WHEELING, W.Va. (February 16, 2016) – -Oglebay Institute’s Towngate Theatre will offer a staged reading of “No Man’s Land” by Nobel Prize-winning playwright Harold Pinter at 8 p.m. Friday, March 4 at Towngate Theatre. The performance is part of Towngate’s Second Season, which enhances Wheeling’s arts landscape by featuring literary programming, theatrical readings, poetry, improvisation and more.
A tantalizing and poetic play, “No Man’s Land” explores a sense of being caught in a mysterious limbo between time present and time remembered, reality and imagination and life and death. Michael Ramsay, president of Pittsburgh Playwrights Theatre, and Wheeling playwright Tom Stobart will read the lead roles. The performance is directed by community theater veteran Arlene Merryman. The cast also features Butch Maxwell and Lewis Willming.
Harold Pinter was a Nobel Prize-winning English playwright, screenwriter, director and actor. One of the most influential modern British dramatists, his writing career spanned more than 50 years. His best-known plays include The Birthday Party (1957), The Homecoming (1964) and Betrayal (1978), each of which he adapted for the screen.
“No Man’s Land” is set in 1975 in a large room with a bar at a house located in London, and over the course of two hours of tension undercut by comedic dialogue we get to know a wealthy man of letters, Hirst, a hard-up “poet,” Spooner, and Hirst’s two overprotective servants.

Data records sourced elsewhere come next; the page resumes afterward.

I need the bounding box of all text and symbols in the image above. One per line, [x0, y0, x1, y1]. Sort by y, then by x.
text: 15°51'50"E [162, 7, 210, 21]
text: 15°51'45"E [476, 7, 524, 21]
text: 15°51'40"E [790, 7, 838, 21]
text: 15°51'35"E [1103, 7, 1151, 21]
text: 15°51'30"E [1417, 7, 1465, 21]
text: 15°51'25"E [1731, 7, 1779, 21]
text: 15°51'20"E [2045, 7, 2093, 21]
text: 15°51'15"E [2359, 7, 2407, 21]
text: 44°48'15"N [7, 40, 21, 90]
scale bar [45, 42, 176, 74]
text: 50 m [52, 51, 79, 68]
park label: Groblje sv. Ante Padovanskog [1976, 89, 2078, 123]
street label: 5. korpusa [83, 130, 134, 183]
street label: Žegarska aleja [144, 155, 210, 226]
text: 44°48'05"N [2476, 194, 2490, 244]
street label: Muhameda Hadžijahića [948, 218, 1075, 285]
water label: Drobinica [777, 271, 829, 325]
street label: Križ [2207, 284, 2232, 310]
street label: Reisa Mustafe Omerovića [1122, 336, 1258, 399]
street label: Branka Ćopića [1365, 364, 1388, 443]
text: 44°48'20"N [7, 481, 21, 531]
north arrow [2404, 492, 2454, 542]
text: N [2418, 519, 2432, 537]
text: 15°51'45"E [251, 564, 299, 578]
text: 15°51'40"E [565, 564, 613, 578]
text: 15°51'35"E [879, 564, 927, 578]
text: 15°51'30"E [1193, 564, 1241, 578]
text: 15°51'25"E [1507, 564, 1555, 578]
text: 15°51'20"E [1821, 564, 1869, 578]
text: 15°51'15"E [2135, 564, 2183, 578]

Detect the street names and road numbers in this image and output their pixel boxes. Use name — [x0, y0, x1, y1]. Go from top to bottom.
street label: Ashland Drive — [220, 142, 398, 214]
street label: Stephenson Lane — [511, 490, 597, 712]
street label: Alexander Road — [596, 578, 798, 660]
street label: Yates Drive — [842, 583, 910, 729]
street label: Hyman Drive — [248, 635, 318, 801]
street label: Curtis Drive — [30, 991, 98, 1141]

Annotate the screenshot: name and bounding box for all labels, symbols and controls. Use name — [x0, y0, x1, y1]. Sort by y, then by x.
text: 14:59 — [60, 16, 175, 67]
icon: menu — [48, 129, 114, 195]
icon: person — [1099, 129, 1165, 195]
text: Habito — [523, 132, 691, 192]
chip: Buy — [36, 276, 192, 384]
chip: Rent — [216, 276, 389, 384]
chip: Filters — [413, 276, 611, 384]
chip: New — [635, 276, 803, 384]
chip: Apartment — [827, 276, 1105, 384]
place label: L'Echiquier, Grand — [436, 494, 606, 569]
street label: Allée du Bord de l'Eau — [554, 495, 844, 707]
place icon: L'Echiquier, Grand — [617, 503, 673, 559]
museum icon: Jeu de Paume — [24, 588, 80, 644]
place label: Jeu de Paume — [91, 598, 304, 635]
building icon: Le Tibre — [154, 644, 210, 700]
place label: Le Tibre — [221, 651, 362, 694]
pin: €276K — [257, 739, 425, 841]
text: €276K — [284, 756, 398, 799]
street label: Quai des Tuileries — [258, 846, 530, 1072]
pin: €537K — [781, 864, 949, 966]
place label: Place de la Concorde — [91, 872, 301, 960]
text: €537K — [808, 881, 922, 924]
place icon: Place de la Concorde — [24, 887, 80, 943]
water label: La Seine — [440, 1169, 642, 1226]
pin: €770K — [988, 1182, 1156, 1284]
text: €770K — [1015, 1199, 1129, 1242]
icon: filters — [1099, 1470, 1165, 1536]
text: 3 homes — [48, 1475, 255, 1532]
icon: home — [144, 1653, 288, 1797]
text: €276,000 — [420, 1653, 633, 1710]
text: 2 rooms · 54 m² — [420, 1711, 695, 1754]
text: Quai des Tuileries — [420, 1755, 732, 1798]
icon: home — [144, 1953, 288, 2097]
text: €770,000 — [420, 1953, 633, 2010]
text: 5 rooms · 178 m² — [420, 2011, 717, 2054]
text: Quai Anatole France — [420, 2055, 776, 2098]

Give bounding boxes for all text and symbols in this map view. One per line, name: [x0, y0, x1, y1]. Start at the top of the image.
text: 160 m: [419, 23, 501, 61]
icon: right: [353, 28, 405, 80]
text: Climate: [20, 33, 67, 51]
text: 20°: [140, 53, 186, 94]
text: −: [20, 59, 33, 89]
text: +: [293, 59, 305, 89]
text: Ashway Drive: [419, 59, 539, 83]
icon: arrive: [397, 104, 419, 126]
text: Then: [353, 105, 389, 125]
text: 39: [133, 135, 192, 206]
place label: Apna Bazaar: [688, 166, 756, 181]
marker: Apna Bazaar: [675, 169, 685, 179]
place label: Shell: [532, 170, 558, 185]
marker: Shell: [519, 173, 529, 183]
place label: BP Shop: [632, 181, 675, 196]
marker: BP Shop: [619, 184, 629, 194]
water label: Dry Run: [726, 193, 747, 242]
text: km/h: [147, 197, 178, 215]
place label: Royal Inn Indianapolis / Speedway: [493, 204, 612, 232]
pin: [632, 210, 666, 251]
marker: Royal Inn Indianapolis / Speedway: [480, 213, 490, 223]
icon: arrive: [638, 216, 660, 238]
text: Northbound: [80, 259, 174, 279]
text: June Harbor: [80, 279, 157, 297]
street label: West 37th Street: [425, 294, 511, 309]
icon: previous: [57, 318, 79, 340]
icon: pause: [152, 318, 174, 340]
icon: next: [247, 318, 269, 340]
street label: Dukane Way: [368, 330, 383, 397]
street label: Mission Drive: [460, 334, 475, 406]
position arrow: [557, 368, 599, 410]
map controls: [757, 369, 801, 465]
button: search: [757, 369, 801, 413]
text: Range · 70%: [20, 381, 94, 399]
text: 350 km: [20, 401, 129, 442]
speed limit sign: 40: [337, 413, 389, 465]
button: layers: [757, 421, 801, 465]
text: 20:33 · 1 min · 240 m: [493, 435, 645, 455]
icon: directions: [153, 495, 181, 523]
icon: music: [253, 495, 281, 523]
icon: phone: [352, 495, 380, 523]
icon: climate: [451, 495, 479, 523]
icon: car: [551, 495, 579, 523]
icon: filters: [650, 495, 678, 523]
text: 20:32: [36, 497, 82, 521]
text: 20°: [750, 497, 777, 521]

Since its premiere in 1975 and its acclaimed 2008 London revival, “No Man’s Land” has been hailed as one of Pinter’s indisputable modern classics.
Stobart, who reads the role of Hirst, says the play is “by turns, funny, scary, and resonantly poetic and a piece that will haunt and tantalize the memory.”
Guests are invited to stay after the reading for coffee, cookies and mingling with the cast.
There is a nominal admission fee of $5. For more information, call 304-242-7700 or visit www.oionline.com.
Towngate Theatre is located in Wheeling’s Centre Market district at 2118 Market Street.